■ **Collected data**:

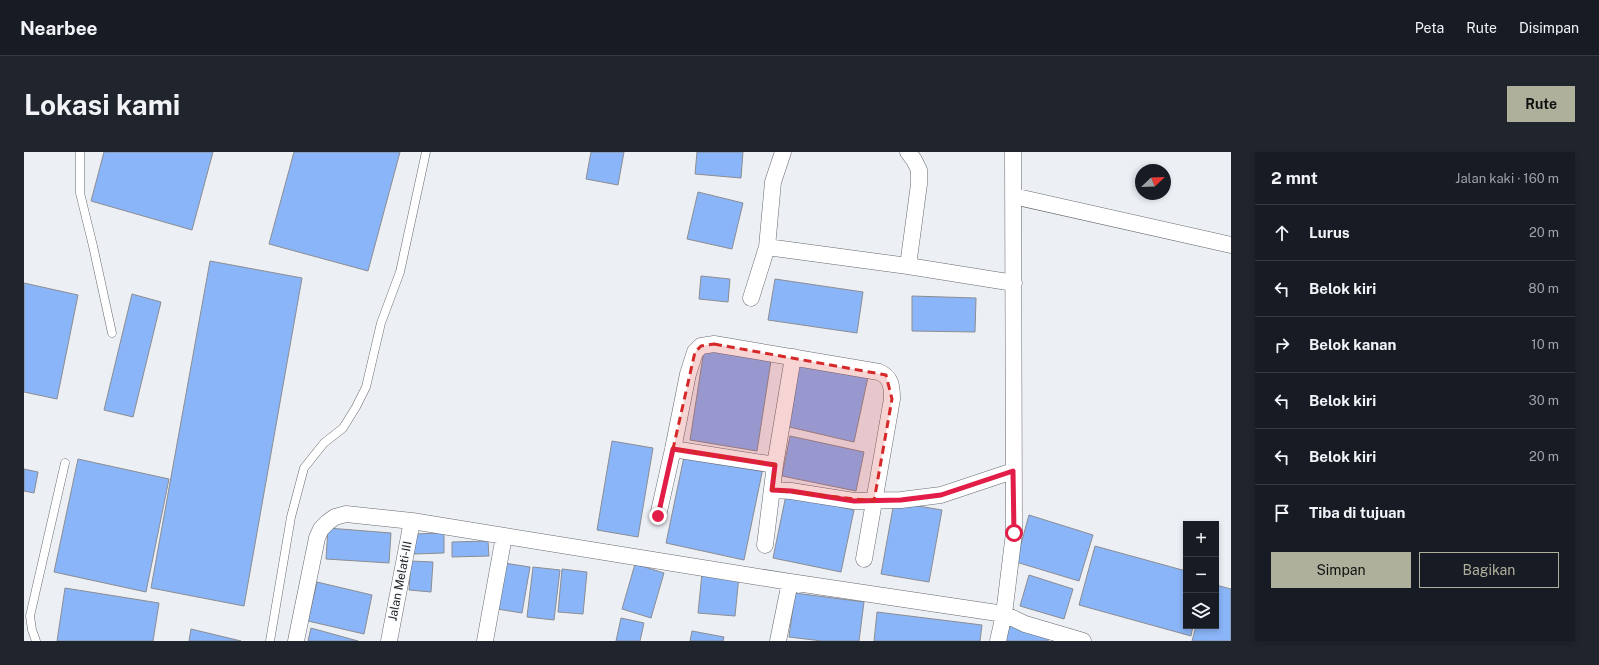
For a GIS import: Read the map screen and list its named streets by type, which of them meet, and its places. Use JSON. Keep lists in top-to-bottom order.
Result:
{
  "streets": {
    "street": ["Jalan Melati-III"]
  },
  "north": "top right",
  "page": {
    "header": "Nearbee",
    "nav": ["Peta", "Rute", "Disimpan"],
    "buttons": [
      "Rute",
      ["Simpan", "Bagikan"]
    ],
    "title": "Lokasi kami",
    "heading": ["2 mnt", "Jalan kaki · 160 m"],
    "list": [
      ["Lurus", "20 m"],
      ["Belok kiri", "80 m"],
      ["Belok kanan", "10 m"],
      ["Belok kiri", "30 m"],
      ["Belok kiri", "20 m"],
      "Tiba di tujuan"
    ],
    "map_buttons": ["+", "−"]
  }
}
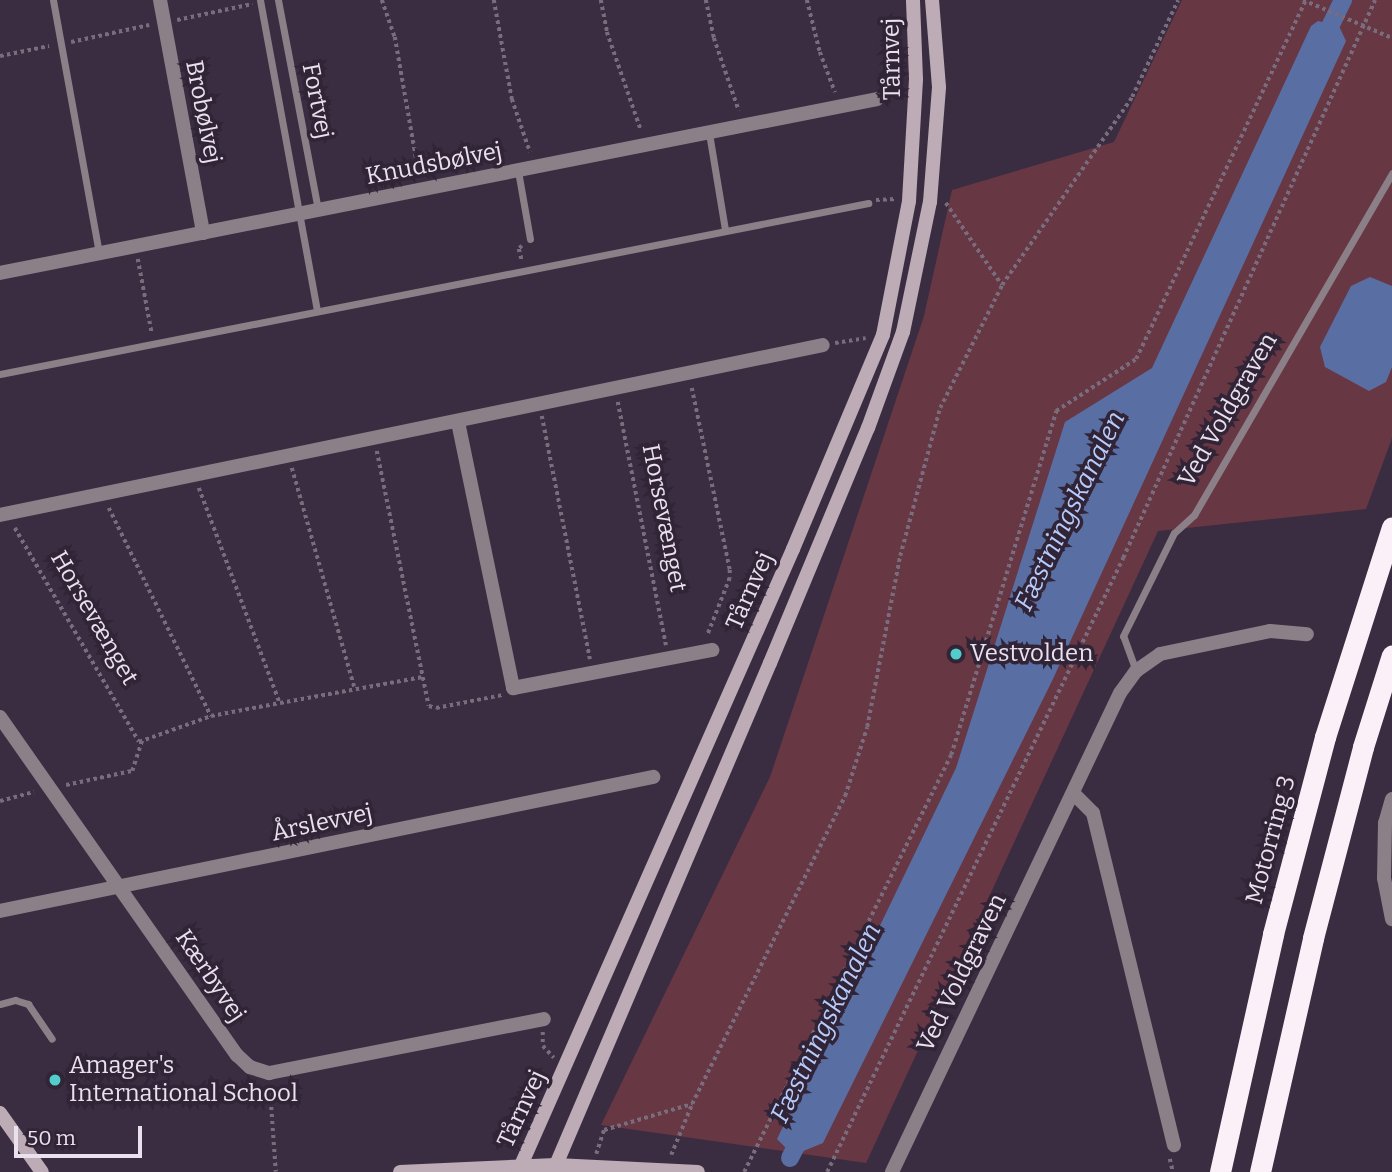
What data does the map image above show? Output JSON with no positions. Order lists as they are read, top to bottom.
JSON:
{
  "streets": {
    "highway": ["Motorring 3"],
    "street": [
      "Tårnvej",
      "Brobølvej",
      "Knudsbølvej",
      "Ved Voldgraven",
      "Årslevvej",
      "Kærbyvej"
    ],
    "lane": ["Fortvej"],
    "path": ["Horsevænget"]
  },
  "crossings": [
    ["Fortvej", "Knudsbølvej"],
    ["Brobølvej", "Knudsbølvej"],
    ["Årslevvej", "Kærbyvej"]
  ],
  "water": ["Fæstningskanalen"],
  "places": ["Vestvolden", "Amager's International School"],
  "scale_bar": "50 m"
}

--

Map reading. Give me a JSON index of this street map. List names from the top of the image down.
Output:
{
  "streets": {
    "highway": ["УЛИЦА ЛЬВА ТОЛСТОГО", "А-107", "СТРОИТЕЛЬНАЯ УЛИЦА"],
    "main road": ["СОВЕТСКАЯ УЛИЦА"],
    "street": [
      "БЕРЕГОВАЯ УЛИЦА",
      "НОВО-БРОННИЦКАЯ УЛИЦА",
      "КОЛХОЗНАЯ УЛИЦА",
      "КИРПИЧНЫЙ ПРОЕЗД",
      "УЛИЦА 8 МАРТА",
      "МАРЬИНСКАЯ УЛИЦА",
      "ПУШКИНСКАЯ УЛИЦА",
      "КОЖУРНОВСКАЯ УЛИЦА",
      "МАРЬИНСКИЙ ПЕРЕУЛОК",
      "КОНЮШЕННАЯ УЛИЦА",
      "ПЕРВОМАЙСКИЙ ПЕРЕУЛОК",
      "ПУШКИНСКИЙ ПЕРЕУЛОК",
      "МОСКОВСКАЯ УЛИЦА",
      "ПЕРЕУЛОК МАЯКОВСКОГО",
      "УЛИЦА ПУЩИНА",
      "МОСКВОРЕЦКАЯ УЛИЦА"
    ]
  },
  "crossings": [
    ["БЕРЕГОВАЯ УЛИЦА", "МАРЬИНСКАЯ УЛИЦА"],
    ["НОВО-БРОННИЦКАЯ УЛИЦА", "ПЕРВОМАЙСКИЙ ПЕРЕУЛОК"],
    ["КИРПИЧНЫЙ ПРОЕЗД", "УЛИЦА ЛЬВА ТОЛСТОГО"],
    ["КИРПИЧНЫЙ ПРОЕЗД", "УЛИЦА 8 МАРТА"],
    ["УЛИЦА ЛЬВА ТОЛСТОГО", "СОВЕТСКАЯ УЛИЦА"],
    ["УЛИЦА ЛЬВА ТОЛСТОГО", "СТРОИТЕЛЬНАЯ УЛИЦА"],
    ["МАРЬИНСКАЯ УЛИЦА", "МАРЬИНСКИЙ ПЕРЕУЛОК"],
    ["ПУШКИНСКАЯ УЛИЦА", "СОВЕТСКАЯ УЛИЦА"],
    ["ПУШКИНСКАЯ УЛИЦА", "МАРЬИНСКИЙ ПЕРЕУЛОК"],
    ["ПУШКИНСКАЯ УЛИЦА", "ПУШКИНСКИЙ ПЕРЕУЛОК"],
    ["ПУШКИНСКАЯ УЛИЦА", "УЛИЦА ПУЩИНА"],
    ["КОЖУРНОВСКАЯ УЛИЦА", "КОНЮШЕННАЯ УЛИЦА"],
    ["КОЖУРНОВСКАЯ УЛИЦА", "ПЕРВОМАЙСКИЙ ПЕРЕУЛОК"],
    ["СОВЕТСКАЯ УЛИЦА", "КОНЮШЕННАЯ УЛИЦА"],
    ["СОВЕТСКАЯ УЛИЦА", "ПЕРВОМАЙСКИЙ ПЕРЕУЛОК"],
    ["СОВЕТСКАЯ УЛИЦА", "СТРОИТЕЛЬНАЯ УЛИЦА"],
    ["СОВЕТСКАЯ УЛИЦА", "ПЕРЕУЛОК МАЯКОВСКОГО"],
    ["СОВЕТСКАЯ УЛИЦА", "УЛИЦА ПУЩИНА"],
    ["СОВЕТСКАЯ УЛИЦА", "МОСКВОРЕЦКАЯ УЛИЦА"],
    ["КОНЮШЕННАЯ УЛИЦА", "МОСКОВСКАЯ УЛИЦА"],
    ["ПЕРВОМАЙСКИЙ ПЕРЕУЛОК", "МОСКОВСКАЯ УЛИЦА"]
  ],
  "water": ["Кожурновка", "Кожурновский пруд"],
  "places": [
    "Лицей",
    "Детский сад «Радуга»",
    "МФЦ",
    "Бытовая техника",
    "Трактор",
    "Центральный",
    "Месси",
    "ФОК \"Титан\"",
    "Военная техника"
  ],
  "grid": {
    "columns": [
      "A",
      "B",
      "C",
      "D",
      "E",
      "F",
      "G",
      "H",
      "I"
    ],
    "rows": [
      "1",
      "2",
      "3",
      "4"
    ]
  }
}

■ **Assigned task**: Gather from the records above every line containing the string "image".

■ **Task answer**:
What data does the map image above show? Output JSON with no positions. Order lists as they are read, top to bottom.
Map reading. Give me a JSON index of this street map. List names from the top of the image down.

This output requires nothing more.